A maquininha de cartão
deixou de ser apenas um equipamento para receber pagamentos. Para pequenos
negócios, o dispositivo passou a incorporar funções ligadas à gestão
financeira, como acompanhamento de recebíveis, antecipação de valores,
movimentação de conta e acesso a crédito. A mudança acompanha uma necessidade
cada vez mais presente entre empreendedores: ter mais controle sobre o caixa
sem tornar a rotina financeira ainda mais complexa.

Para Rodrigo Grossi, COO da HUMU, essa transformação reflete uma mudança na
própria relação dos pequenos negócios com os meios de pagamento. Segundo ele, a
maquininha passou a ocupar um espaço mais amplo na operação, conectando o
momento da venda a outras necessidades financeiras do empreendedor.

“A maquininha deixou de ser
apenas um meio de receber pagamentos e passou a ocupar um espaço importante
dentro da gestão financeira do pequeno negócio. Quando ela está conectada à
conta PJ, aos recebíveis e ao crédito, o empreendedor consegue ter uma visão
mais integrada da operação”, afirma.

A evolução dos meios de
pagamento também mudou a relação entre as empresas do setor financeiro e os
comerciantes. A maquininha, que antes funcionava principalmente como um ponto
de recebimento, passou a se conectar a outras ferramentas utilizadas no dia a
dia do negócio. Com isso, o pagamento deixa de ser uma etapa isolada da
operação e passa a fazer parte de uma visão mais ampla das finanças da empresa.

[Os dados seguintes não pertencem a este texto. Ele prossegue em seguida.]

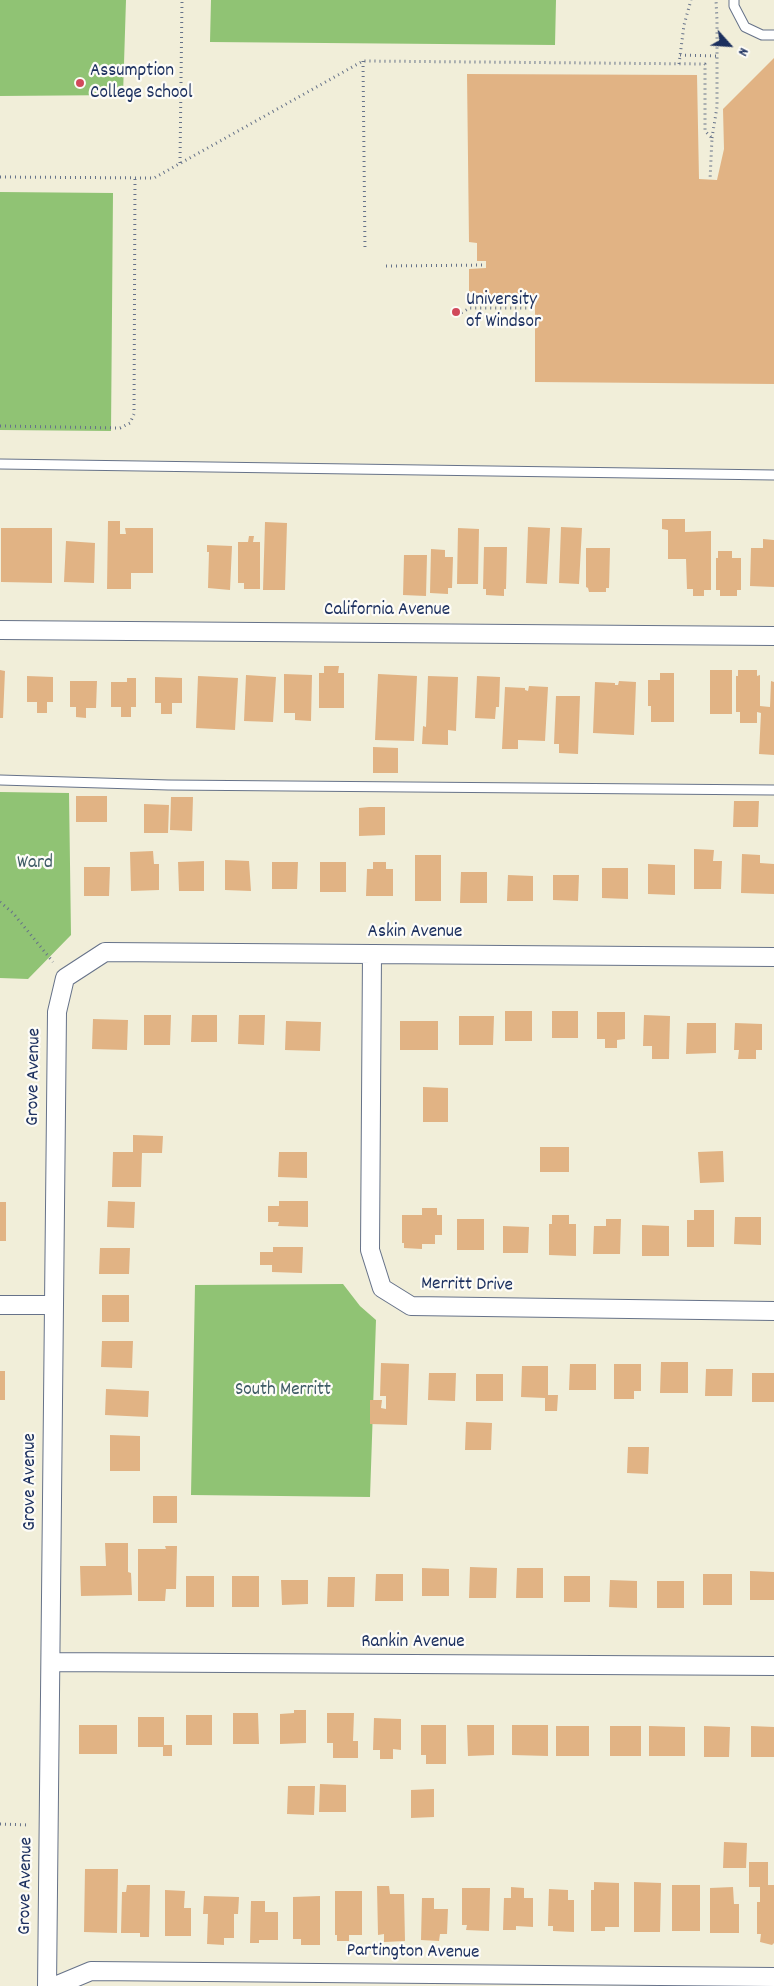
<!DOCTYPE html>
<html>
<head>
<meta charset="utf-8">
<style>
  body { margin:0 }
  #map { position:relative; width:774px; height:1986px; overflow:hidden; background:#f1eed9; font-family:Dekko,sans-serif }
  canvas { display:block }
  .north { position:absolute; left:704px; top:20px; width:50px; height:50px; -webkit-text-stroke:4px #fdfcf7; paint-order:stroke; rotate:116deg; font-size:14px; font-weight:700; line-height:20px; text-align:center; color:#1b2f5e }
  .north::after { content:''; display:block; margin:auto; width:18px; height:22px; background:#1b2f5e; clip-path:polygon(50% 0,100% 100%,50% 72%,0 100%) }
</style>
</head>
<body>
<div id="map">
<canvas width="774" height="1986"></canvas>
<div class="north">N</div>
</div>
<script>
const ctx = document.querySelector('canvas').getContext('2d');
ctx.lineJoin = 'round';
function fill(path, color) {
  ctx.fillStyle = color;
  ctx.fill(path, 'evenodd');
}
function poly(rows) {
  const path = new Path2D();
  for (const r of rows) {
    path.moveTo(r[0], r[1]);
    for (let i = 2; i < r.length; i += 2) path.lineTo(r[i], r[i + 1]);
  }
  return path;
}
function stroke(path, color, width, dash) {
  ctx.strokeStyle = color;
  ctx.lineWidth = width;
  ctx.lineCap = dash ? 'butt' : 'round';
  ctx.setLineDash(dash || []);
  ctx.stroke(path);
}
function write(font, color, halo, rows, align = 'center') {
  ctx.font = font + ' Dekko,sans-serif';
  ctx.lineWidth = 4.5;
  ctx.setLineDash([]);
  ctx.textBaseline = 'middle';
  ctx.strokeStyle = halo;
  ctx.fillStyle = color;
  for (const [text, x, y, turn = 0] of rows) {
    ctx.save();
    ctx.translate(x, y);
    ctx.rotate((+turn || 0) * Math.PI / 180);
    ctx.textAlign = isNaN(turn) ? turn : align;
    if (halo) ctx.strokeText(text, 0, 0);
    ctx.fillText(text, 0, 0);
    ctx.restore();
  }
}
fill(poly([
  [0,0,126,0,123,95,0,96],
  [211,0,556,0,555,45,210,42],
  [0,192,113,193,111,431,0,430],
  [0,792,69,793,71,935,28,979,0,978],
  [343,1284,360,1306,376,1320,370,1497,191,1495,195,1285]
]), '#90c374');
fill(poly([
  [774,58,774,384,535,382,535,297,469,299,469,269,486,268,486,261,477,261,477,243,469,242,467,74,697,75,699,179,717,180,724,149,723,109],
  [662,519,685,519,685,532,711,531,711,590,704,590,704,596,693,596,693,589,687,589,686,559,668,559,668,530,662,529],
  [108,521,120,521,120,534,126,534,125,528,153,528,153,573,131,573,131,589,107,589],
  [265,522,287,523,285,590,263,590],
  [528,527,550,528,547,584,526,583],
  [561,527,582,528,579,584,559,583],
  [1,528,52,528,52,583,1,582],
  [458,528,479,529,478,584,457,584],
  [249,536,254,536,253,542,260,542,260,589,244,589,244,583,238,583,238,542,248,542],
  [763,539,774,540,774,587,750,586,751,548,763,548],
  [66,541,95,543,94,583,64,582],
  [207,545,232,546,230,590,208,588,209,552,207,552],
  [484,547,507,547,506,589,504,589,504,596,486,595,486,589,483,589],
  [586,548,610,548,609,588,606,588,606,592,589,592,588,588,586,587],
  [431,549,445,550,445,557,453,557,452,588,448,588,448,594,430,593],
  [718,551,732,551,732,558,741,558,741,590,737,590,737,596,720,596,720,590,716,590,716,558,718,558],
  [404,555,427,555,426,596,403,595],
  [324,666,339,666,338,673,344,673,344,708,319,708,319,673,324,673],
  [0,670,5,671,3,718,0,718],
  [710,670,732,670,732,714,710,714],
  [738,670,757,670,757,676,760,675,760,706,770,707,771,681,774,682,774,755,759,754,761,713,757,712,757,723,740,723,740,712,736,712,736,676,738,676],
  [660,673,674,673,674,722,651,722,651,706,648,706,648,680,660,680],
  [284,674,312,675,311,721,295,720,295,713,284,713],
  [378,674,417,676,414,741,375,740],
  [246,675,276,677,273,722,244,721],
  [27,676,53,677,53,702,47,702,47,713,37,713,37,702,27,702],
  [198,676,238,678,235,730,196,728],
  [428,676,458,677,456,731,448,730,448,745,422,744,423,726,426,727],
  [477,676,500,677,499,707,496,707,495,719,475,718],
  [155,677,182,678,182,703,172,703,172,714,161,714,161,703,155,703],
  [127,678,136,678,136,707,131,707,131,717,121,717,121,707,111,707,111,682,127,682],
  [70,681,97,681,96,708,86,708,86,718,76,717,76,707,70,707],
  [619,681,636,682,634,735,593,733,595,682,615,683,615,685,618,685],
  [529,686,548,687,545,741,518,740,518,749,502,749,505,687,525,688,525,690,528,691],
  [556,696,580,696,578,754,559,753,559,744,554,744],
  [373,747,398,748,398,773,373,773],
  [76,796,107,796,107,822,76,822],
  [171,797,193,797,192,831,170,830],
  [734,801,759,801,758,827,733,827],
  [144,804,169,805,168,833,144,833],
  [369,807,385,807,385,835,359,836,359,808],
  [694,849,714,850,713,861,722,861,721,889,694,889],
  [153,851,154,864,159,864,159,890,131,891,130,852],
  [742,854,760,855,760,863,774,864,774,894,741,893],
  [415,855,441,855,441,901,415,901],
  [225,860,249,861,251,891,225,890],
  [204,861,204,891,179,891,178,862],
  [272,862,298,862,297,889,272,889],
  [320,862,346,862,346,892,320,892],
  [373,862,386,862,386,869,393,869,393,896,366,896,367,869,373,869],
  [648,864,675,865,675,895,648,894],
  [84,867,110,867,109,896,84,896],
  [602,868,628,868,628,899,602,898],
  [461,872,487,872,487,903,460,903],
  [508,875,533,876,533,901,507,901],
  [553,875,579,875,578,901,553,900],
  [505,1011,532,1011,532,1041,505,1041],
  [552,1011,578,1011,578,1038,552,1038],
  [597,1012,625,1012,625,1039,617,1040,617,1048,605,1048,605,1039,597,1039],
  [144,1015,171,1015,170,1045,144,1045],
  [192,1015,217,1015,217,1042,191,1042],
  [239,1015,265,1015,264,1045,238,1044],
  [644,1015,670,1016,669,1059,652,1059,652,1046,643,1046],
  [459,1016,494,1016,493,1045,459,1045],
  [93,1019,128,1020,127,1050,92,1049],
  [286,1021,321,1022,320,1051,285,1050],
  [400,1021,438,1021,438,1050,400,1050],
  [687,1023,716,1023,716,1053,686,1054],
  [735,1023,762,1024,762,1050,756,1050,756,1059,738,1059,739,1050,734,1050],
  [423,1087,448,1088,448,1122,423,1122],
  [133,1135,163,1136,162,1153,142,1153,141,1187,112,1187,113,1152,133,1152],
  [540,1147,569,1147,569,1172,540,1172],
  [723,1151,724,1182,700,1183,698,1152],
  [279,1152,307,1152,307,1178,278,1177],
  [108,1201,135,1202,134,1228,107,1227],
  [279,1201,308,1201,308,1227,278,1226,279,1222,268,1222,268,1206,279,1206],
  [0,1202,6,1202,6,1241,0,1241],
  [422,1208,437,1208,437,1215,442,1215,442,1235,435,1235,435,1244,422,1244,422,1249,404,1248,404,1243,402,1243,402,1215,422,1215],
  [694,1210,714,1210,714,1247,687,1247,687,1220,694,1220],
  [552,1215,569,1215,569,1224,576,1224,576,1256,549,1255,549,1224,552,1224],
  [735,1217,761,1217,761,1245,734,1244],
  [457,1219,484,1219,484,1250,457,1250],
  [606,1219,621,1219,620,1254,593,1254,594,1226,606,1226],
  [642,1225,669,1226,669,1256,642,1256],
  [503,1226,529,1227,528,1253,503,1253],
  [273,1247,303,1247,302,1273,272,1272,272,1265,260,1265,260,1252,273,1252],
  [100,1248,130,1248,129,1274,99,1274],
  [102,1295,129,1295,129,1322,102,1322],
  [102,1341,133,1341,132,1368,101,1367],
  [661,1362,688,1362,688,1393,660,1393],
  [381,1363,409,1364,407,1425,370,1424,370,1400,382,1400,381,1408,386,1409,386,1396,380,1396],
  [570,1364,596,1364,596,1390,569,1390],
  [614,1364,641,1364,641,1391,634,1391,634,1399,614,1399],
  [522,1366,548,1366,548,1395,558,1395,557,1411,545,1411,545,1398,521,1397],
  [706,1369,733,1369,732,1396,705,1396],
  [0,1371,5,1371,5,1400,0,1400],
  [429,1373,456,1373,455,1401,428,1400],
  [752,1373,774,1373,774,1402,752,1402],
  [476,1374,503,1374,503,1401,476,1401],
  [106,1389,149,1391,148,1417,105,1415],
  [466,1422,492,1423,491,1450,465,1450],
  [110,1435,140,1436,140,1471,110,1471],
  [628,1447,649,1447,648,1474,627,1473],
  [153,1496,177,1496,177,1523,153,1523],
  [105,1543,128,1543,128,1572,131,1573,132,1595,81,1596,80,1566,106,1566],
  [165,1546,177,1546,176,1589,166,1589,165,1601,138,1601,138,1549,166,1549],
  [470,1567,497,1568,496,1598,469,1598],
  [422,1568,449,1569,449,1596,422,1596],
  [517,1568,543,1568,543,1598,516,1598],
  [750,1571,774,1572,774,1600,750,1600],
  [376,1574,403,1574,403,1601,375,1601],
  [703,1574,732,1574,732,1605,703,1605],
  [186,1576,214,1576,214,1607,186,1607],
  [232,1576,259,1576,259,1607,232,1607],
  [564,1576,590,1576,590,1602,564,1602],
  [328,1577,355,1577,354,1607,327,1607],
  [281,1580,308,1580,308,1604,282,1605],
  [610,1580,637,1581,637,1608,609,1607],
  [657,1581,684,1581,684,1608,657,1608],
  [294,1710,306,1710,306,1743,280,1744,280,1714,294,1713],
  [233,1713,258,1713,259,1744,233,1744],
  [327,1713,354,1713,353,1741,358,1741,358,1758,333,1758,333,1743,327,1743],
  [186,1715,212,1715,212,1745,186,1745],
  [138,1717,164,1717,164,1745,172,1745,172,1756,163,1756,163,1747,138,1747],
  [374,1718,401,1719,401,1750,393,1749,393,1759,380,1759,380,1750,373,1750],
  [79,1725,117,1725,117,1754,79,1754],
  [421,1725,446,1725,446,1764,426,1764,426,1755,421,1755],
  [467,1725,494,1725,494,1755,468,1756],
  [512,1725,548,1725,548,1756,512,1755],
  [556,1726,589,1726,589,1756,556,1756],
  [610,1726,641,1726,641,1756,610,1756],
  [649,1726,685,1727,685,1756,649,1756],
  [704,1726,730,1727,729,1757,704,1757],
  [751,1726,774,1727,774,1757,751,1757],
  [320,1784,346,1785,346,1812,319,1812],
  [288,1786,315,1786,314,1815,287,1814],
  [434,1789,434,1817,411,1818,411,1790],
  [724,1842,747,1843,746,1868,723,1868],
  [749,1862,768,1862,768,1885,774,1885,774,1943,772,1945,760,1942,761,1934,757,1934,757,1902,760,1902,760,1887,749,1887],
  [85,1869,118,1869,117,1933,84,1932],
  [594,1882,619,1883,619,1927,605,1927,605,1931,591,1931,591,1890,594,1890],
  [634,1882,661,1883,660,1932,634,1932],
  [127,1885,150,1885,149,1937,140,1937,140,1933,121,1933,122,1892,126,1892],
  [672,1885,700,1885,700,1931,672,1931],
  [377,1886,389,1886,390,1894,404,1894,405,1941,384,1942,384,1934,378,1935],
  [511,1887,524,1888,524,1898,533,1898,533,1927,516,1926,516,1930,503,1930,504,1898,511,1898],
  [733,1887,734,1904,739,1904,739,1933,710,1933,710,1888],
  [462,1888,490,1888,489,1931,466,1930,467,1925,462,1925],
  [549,1889,568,1890,568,1900,574,1900,574,1932,553,1931,553,1926,548,1926],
  [165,1890,185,1891,184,1908,191,1908,191,1936,165,1936],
  [335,1891,362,1891,362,1935,349,1935,349,1941,337,1941,337,1935,335,1935],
  [204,1896,239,1897,238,1914,234,1914,234,1938,224,1938,224,1945,207,1944,208,1914,203,1914],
  [320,1896,320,1945,301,1945,301,1939,293,1939,293,1897],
  [422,1898,434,1898,434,1909,448,1909,447,1934,440,1934,439,1941,421,1940],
  [251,1901,265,1901,265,1912,278,1912,278,1940,259,1940,259,1943,250,1943]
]), '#e1b384');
const lane = poly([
  [734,0,734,6,745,27,762,35,774,35],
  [0,464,774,475],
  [0,780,168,785,774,790]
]);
const street = poly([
  [0,630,774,636],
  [372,954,370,1250,382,1288,411,1306,774,1311],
  [0,1305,54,1305],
  [51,1662,774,1666],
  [47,1986,57,1012,65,978,105,952,774,957],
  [55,1986,91,1971,774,1977]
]);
stroke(lane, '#667289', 11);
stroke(street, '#667289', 20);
stroke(poly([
  [680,55,717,56],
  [363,61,365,251],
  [679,64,684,25,691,0],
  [712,138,717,107,717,21,716,0],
  [180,163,182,0],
  [0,177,154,178,363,61,705,64,705,131,712,138,710,180],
  [386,266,486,265],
  [457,315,470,308,535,308],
  [0,426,120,428,130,423,134,414,135,178],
  [0,902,13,913,53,962],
  [0,1824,29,1825]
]), '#667289', 3, [1, 4]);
stroke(lane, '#fff', 9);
stroke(street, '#fff', 18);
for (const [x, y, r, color] of [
  [80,83,5,"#d1495b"],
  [456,312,5,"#d1495b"]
]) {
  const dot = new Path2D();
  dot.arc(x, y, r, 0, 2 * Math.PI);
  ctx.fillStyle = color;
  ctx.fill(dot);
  stroke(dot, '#fdfcf7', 2);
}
write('19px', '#1b2f5e', '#fdfcf7', [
  ["Assumption",90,72],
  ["College School",90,94],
  ["University",466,301],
  ["of Windsor",466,323]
], 'left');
write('19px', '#1b2f5e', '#fdfcf7', [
  ["California Avenue",387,611],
  ["Askin Avenue",415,933],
  ["Grove Avenue",35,1077,-89],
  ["Merritt Drive",467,1286,1],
  ["Grove Avenue",31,1482,-90],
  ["Rankin Avenue",413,1643],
  ["Grove Avenue",27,1886,-89],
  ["Partington Avenue",413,1953,1]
]);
write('19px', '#3e5b65', '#fdfcf7', [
  ["Ward",35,864],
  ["South Merritt",283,1391]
]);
</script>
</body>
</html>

Mais funções concentradas em
um só lugar

Receber uma venda é apenas
uma parte da operação. O pequeno empresário precisa acompanhar quanto tem a
receber, organizar pagamentos, administrar o capital de giro e, em alguns
momentos, recorrer a crédito para manter o negócio funcionando.

É nesse cenário que as
maquininhas passaram a incorporar novas funcionalidades. A integração com
contas PJ e sistemas de gestão de recebíveis, por exemplo, permite acompanhar
não apenas o que foi vendido, mas também quando os recursos estarão disponíveis
para utilização.

Antecipação ajuda a
administrar o caixa

A possibilidade de antecipar
valores de vendas parceladas é outro recurso que ganhou importância para
empresas de menor porte. Na prática, o mecanismo permite transformar
recebimentos futuros em dinheiro disponível para despesas imediatas, como compra
de mercadorias, pagamento de fornecedores ou reforço do capital de giro.

O recurso também muda a
forma como o empreendedor acompanha o próprio faturamento. Em vez de olhar
apenas para o volume vendido, passa a ser necessário considerar o prazo de
recebimento e o impacto dessa diferença sobre o caixa.

“O histórico de vendas é uma
informação relevante porque mostra como aquele negócio efetivamente movimenta
recursos. A partir disso, é possível construir soluções financeiras mais
compatíveis com a realidade de cada empresa, em vez de trabalhar apenas com uma
visão genérica do cliente”, diz Grossi.

Previsibilidade pesa na
escolha

Com mais opções disponíveis
no mercado, o custo da operação continua sendo um dos pontos observados pelos
pequenos empresários. Mas a previsibilidade das cobranças também ganhou espaço
na decisão, principalmente para negócios que trabalham com margens menores e
precisam controlar o caixa de perto.

Nesse contexto, a integração
entre pagamentos, recebíveis e conta PJ pode ajudar o empreendedor a visualizar
de forma mais clara quanto entrou, quanto ainda está previsto para entrar e
quais compromissos precisam ser pagos.

“Para o pequeno
empreendedor, previsibilidade financeira é tão importante quanto a taxa em si.
Saber quanto vai receber e quais custos estarão envolvidos ajuda a tomar
decisões de compra, estoque e investimento com mais segurança”, afirma Grossi.

A transformação das
maquininhas, portanto, acompanha uma mudança mais ampla no mercado de serviços
financeiros para pequenos negócios. O equipamento continua sendo o ponto de
contato com o comerciante, mas passa a funcionar também como uma interface para
diferentes etapas da gestão financeira.

Mais do que ampliar as
funções de um dispositivo, a tendência aproxima o momento da venda da
administração do negócio, fazendo com que informações sobre pagamentos e
recebimentos sejam utilizadas para apoiar decisões que vão muito além da
própria transação.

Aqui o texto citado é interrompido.